EXERCISE BRIEF — Search the entries for the word "butt" and copy each line that has it.
(EXERCISE MATERIALS begins)
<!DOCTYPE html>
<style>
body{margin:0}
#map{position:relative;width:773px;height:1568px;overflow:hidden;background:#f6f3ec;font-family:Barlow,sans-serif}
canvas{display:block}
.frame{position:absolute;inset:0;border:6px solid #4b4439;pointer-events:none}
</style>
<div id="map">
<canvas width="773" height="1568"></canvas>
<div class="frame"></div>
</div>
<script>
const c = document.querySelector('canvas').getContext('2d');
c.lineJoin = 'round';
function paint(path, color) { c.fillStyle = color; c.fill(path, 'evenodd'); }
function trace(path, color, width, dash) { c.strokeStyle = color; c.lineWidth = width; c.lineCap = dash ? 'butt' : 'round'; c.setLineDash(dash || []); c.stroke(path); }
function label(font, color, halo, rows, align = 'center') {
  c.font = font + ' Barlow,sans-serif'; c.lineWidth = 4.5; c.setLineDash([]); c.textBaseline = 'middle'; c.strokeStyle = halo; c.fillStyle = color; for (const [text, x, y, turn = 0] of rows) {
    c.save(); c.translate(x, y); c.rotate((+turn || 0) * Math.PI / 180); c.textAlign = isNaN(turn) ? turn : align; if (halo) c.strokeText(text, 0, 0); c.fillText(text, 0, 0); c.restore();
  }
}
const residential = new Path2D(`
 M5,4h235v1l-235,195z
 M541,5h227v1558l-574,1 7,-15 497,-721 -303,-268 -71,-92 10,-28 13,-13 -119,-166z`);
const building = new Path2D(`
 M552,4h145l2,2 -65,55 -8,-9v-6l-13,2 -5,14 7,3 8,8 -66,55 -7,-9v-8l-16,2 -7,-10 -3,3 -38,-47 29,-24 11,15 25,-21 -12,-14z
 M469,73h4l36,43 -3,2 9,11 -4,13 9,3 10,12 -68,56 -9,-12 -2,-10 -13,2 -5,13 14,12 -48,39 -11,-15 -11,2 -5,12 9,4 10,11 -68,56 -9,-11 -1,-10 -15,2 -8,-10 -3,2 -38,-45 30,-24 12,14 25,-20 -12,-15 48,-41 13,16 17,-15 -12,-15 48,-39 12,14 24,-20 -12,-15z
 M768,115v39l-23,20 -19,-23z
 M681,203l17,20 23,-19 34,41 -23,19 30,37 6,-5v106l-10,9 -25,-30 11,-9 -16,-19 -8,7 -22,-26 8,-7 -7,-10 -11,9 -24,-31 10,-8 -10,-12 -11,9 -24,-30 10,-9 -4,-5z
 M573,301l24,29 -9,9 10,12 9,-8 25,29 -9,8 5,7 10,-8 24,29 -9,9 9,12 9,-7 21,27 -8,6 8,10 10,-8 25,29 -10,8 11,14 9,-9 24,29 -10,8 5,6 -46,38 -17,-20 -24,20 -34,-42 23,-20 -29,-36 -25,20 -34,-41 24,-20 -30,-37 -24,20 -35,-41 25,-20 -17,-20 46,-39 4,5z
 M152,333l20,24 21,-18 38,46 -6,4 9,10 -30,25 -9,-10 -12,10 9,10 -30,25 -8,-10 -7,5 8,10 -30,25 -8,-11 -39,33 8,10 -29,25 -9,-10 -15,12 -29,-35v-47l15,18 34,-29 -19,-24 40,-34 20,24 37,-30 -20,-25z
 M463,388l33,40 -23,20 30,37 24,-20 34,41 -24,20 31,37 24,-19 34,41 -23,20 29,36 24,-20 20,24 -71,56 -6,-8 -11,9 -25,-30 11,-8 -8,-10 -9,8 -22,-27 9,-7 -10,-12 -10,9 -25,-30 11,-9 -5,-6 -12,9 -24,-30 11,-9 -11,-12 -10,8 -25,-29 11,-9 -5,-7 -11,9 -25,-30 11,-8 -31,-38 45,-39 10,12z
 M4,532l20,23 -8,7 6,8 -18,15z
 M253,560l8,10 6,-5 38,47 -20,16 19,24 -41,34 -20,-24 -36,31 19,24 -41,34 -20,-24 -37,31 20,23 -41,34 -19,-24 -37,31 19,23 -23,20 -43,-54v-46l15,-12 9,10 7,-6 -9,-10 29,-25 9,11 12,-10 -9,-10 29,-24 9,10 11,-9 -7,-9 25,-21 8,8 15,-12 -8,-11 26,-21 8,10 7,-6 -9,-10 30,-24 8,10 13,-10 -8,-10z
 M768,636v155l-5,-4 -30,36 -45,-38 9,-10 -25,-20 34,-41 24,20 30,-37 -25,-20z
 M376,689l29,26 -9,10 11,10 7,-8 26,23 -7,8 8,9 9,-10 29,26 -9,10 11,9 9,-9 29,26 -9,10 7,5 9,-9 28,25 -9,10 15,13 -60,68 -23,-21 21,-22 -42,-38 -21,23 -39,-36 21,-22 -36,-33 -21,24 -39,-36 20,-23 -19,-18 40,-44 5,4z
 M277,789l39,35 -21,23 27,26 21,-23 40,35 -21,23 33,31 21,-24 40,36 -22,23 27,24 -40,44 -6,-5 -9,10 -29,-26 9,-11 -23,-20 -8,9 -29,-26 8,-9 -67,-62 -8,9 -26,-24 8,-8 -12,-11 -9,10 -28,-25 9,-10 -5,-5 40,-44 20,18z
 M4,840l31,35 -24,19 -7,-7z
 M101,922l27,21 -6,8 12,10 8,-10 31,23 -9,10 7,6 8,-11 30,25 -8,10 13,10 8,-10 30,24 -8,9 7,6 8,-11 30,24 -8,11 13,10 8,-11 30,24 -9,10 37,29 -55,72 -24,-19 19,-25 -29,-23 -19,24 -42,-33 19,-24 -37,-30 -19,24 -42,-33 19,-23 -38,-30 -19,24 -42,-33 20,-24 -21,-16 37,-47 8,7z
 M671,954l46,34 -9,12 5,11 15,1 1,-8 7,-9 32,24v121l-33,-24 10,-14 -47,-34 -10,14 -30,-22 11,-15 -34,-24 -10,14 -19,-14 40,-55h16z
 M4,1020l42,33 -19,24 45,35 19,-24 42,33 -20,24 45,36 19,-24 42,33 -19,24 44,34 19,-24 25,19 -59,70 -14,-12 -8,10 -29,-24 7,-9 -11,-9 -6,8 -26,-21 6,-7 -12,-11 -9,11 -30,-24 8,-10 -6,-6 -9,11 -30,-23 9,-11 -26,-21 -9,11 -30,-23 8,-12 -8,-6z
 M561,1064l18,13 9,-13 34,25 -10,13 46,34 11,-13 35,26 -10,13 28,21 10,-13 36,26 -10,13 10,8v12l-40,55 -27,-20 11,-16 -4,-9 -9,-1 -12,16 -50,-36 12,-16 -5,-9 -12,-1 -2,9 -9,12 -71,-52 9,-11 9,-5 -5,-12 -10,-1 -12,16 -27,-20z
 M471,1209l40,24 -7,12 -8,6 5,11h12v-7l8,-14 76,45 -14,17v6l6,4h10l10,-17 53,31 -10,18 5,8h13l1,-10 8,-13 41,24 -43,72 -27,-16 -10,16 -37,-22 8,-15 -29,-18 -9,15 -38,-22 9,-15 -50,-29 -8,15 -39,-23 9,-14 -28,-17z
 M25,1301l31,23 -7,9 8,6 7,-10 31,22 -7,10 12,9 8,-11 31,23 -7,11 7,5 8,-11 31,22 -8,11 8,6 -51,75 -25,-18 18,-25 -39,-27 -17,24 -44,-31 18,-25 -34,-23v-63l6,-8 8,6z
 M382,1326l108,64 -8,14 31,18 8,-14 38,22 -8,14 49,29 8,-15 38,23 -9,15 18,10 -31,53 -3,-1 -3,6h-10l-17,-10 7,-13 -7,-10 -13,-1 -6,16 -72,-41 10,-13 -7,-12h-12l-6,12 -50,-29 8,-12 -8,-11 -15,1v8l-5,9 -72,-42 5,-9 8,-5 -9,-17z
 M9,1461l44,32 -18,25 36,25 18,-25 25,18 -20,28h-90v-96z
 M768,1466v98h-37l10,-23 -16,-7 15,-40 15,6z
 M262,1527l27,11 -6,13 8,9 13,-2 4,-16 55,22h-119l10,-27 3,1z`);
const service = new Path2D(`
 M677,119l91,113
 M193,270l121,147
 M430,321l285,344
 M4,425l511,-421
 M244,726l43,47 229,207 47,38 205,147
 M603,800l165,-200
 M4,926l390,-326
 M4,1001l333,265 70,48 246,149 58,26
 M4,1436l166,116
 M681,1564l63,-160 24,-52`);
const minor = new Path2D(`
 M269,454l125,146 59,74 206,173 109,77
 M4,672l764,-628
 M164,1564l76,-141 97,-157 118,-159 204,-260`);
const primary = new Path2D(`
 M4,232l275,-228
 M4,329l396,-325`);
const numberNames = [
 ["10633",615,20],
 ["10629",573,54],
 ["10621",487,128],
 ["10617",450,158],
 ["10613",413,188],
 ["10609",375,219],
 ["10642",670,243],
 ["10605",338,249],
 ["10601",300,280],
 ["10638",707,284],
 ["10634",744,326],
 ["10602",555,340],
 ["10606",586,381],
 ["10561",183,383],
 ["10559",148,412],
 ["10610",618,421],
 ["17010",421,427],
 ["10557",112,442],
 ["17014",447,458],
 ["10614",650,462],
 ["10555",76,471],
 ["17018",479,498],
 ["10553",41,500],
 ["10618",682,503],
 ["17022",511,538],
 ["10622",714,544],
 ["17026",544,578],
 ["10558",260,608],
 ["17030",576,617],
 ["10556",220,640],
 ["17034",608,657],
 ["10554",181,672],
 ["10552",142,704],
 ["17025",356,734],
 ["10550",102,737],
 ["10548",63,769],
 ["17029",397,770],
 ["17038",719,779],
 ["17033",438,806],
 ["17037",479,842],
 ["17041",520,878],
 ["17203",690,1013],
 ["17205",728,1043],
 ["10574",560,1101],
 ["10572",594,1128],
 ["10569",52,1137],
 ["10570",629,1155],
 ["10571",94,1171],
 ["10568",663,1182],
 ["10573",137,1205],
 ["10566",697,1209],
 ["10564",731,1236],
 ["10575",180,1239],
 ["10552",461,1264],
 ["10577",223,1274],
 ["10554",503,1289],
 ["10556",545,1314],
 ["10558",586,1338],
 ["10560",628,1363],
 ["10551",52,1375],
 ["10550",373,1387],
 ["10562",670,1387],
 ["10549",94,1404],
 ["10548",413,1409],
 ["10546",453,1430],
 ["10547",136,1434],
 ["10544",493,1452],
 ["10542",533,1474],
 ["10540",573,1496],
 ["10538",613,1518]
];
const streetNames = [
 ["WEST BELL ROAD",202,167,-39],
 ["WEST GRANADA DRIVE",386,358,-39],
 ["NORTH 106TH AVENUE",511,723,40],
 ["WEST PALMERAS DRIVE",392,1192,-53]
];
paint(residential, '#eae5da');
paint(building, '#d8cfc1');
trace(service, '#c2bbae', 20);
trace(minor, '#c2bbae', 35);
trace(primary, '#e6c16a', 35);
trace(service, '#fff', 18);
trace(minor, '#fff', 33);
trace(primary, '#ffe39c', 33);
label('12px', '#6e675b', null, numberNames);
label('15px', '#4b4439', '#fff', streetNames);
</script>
(EXERCISE MATERIALS ends)
(EXERCISE MATERIALS begins)
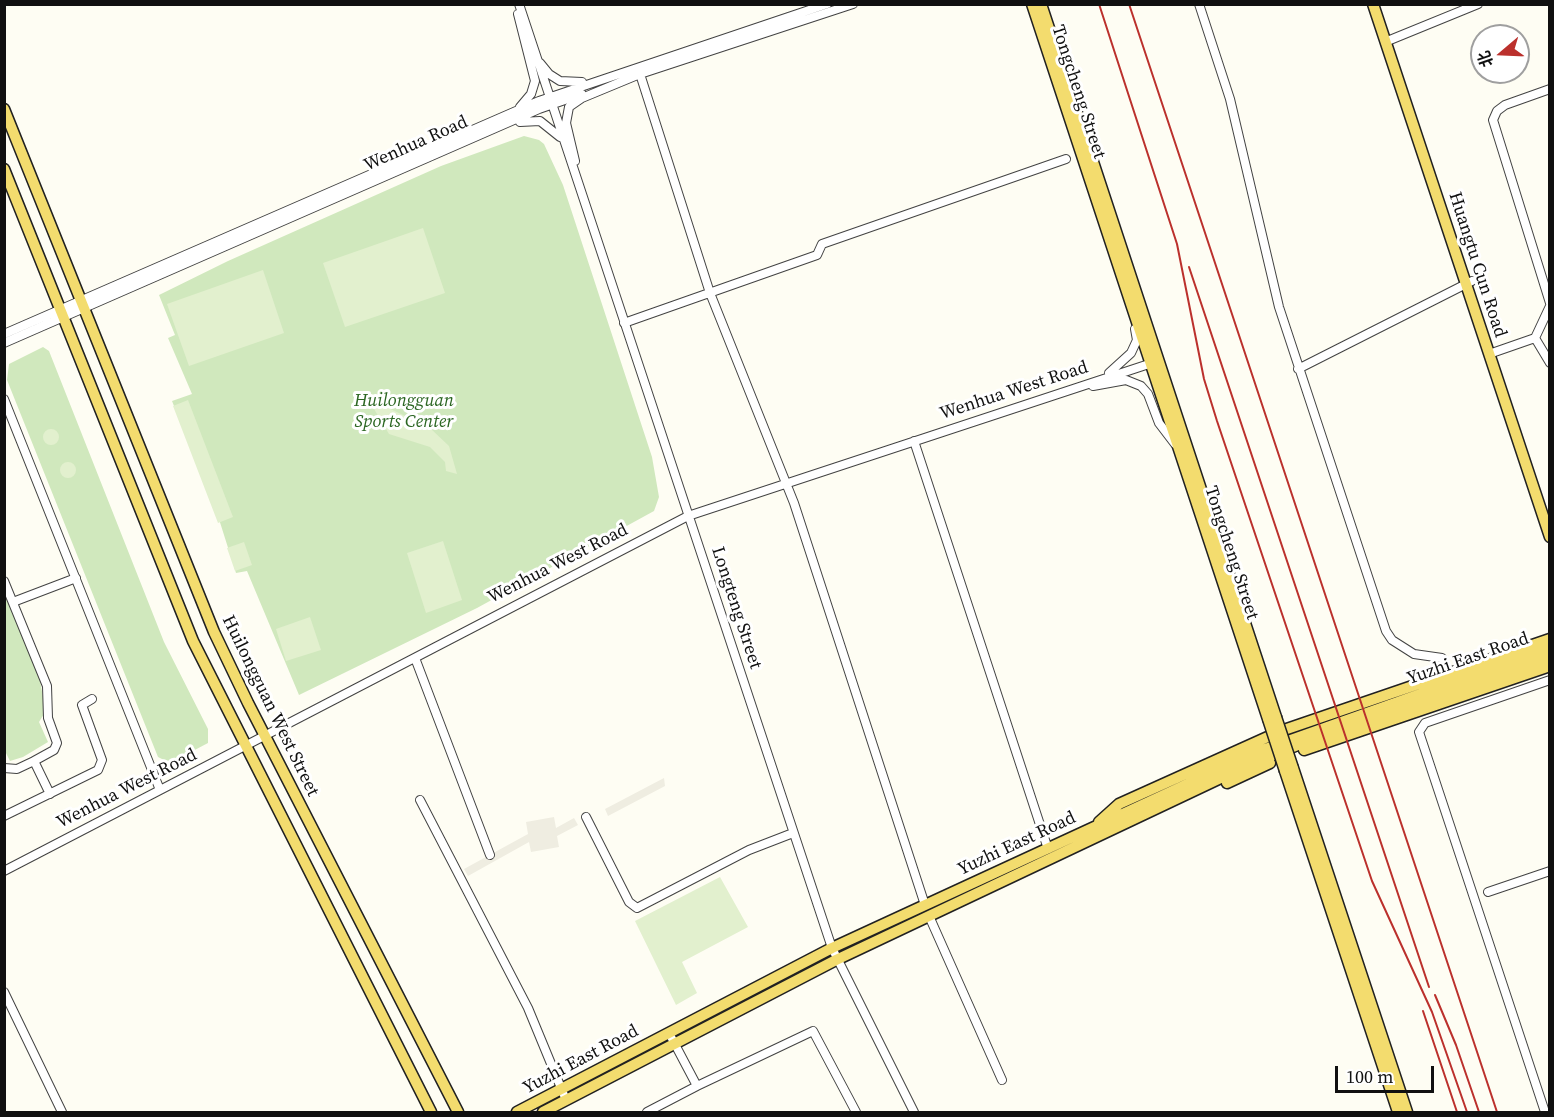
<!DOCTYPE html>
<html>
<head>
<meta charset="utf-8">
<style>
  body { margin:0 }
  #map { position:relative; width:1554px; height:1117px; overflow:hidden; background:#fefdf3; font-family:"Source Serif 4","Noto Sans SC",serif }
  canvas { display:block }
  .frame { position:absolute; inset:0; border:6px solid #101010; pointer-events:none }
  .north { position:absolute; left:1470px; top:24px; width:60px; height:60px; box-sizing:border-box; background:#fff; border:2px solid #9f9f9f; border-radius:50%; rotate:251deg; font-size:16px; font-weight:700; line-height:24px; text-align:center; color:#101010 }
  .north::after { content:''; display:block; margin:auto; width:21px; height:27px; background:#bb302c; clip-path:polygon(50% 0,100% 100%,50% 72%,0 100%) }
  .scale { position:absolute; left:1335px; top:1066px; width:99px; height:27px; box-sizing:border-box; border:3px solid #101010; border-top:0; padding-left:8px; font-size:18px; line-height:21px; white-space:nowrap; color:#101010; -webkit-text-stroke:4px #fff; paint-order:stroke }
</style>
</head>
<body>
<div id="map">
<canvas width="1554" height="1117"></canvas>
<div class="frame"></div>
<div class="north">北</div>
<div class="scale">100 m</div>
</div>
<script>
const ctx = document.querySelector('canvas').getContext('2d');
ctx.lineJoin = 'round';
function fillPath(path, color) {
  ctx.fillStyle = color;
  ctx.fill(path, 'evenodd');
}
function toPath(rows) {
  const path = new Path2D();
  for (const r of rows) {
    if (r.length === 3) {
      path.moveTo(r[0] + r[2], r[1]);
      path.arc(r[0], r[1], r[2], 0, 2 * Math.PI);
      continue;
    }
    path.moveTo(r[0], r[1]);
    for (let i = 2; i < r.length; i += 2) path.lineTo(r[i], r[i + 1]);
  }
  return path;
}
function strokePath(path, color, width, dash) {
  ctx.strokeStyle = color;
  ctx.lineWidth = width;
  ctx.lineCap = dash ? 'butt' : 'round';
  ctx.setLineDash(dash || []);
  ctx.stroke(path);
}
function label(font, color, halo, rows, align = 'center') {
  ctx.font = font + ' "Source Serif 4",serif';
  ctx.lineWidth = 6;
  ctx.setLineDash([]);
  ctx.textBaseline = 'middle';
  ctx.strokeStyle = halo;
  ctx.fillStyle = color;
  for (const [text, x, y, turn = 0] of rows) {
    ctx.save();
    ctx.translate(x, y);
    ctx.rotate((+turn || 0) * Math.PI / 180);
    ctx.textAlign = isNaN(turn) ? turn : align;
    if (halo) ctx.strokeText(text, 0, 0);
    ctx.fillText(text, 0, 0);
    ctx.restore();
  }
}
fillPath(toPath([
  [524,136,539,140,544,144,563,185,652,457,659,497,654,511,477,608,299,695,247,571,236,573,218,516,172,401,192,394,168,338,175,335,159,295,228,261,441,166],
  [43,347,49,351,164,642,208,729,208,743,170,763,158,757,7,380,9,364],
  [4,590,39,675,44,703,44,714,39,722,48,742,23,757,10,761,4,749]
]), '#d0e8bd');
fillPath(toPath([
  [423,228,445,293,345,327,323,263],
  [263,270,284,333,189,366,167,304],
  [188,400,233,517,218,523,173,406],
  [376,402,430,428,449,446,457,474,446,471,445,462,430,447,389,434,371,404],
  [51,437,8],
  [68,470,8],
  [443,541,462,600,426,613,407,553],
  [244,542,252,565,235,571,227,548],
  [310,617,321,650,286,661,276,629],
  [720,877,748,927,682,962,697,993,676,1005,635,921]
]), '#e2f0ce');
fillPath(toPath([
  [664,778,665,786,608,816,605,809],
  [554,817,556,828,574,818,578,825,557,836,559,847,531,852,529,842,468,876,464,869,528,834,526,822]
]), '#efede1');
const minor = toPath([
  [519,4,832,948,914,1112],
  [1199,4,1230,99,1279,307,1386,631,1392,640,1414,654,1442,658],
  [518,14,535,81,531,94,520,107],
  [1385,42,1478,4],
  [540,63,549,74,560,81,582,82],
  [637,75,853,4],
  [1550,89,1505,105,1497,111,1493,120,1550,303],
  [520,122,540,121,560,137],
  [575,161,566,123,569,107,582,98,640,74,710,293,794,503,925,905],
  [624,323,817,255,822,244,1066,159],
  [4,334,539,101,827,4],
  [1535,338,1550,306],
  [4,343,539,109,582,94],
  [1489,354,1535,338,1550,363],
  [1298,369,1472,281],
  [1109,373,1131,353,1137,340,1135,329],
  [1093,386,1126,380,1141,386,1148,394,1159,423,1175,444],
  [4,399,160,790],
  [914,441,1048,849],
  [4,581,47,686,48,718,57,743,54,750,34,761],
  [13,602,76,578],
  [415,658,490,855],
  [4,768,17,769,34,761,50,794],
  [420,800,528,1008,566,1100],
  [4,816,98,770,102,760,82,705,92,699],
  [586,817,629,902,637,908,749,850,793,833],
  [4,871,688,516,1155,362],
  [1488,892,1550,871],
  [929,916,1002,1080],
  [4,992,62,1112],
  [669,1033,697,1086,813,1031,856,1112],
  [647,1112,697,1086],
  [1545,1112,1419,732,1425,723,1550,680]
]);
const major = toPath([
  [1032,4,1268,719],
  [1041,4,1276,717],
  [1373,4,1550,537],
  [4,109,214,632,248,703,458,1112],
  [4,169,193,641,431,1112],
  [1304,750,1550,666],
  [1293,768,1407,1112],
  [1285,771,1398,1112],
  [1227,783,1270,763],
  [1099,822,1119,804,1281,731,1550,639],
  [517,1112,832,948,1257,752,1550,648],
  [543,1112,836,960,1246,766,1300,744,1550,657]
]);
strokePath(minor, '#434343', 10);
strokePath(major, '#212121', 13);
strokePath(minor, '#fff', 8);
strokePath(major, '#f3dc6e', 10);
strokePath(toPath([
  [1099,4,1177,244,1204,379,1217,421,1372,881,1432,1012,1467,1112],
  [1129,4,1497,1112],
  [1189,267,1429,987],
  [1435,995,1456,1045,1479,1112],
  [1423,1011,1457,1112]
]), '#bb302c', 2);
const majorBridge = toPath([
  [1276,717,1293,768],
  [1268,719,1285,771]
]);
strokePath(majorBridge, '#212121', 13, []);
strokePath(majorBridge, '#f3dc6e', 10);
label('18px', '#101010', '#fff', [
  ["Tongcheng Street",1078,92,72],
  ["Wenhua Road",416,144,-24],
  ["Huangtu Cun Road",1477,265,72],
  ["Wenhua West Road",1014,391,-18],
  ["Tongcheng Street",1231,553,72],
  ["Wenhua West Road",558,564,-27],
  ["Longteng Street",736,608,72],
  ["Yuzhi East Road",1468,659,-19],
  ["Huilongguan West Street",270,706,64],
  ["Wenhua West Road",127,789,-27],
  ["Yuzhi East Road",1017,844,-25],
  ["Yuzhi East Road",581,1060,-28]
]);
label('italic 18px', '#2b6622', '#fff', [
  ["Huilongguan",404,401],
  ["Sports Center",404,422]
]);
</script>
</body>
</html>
(EXERCISE MATERIALS ends)
TASK RESPONSE —
function trace(path, color, width, dash) { c.strokeStyle = color; c.lineWidth = width; c.lineCap = dash ? 'butt' : 'round'; c.setLineDash(dash || []); c.stroke(path); }
  ctx.lineCap = dash ? 'butt' : 'round';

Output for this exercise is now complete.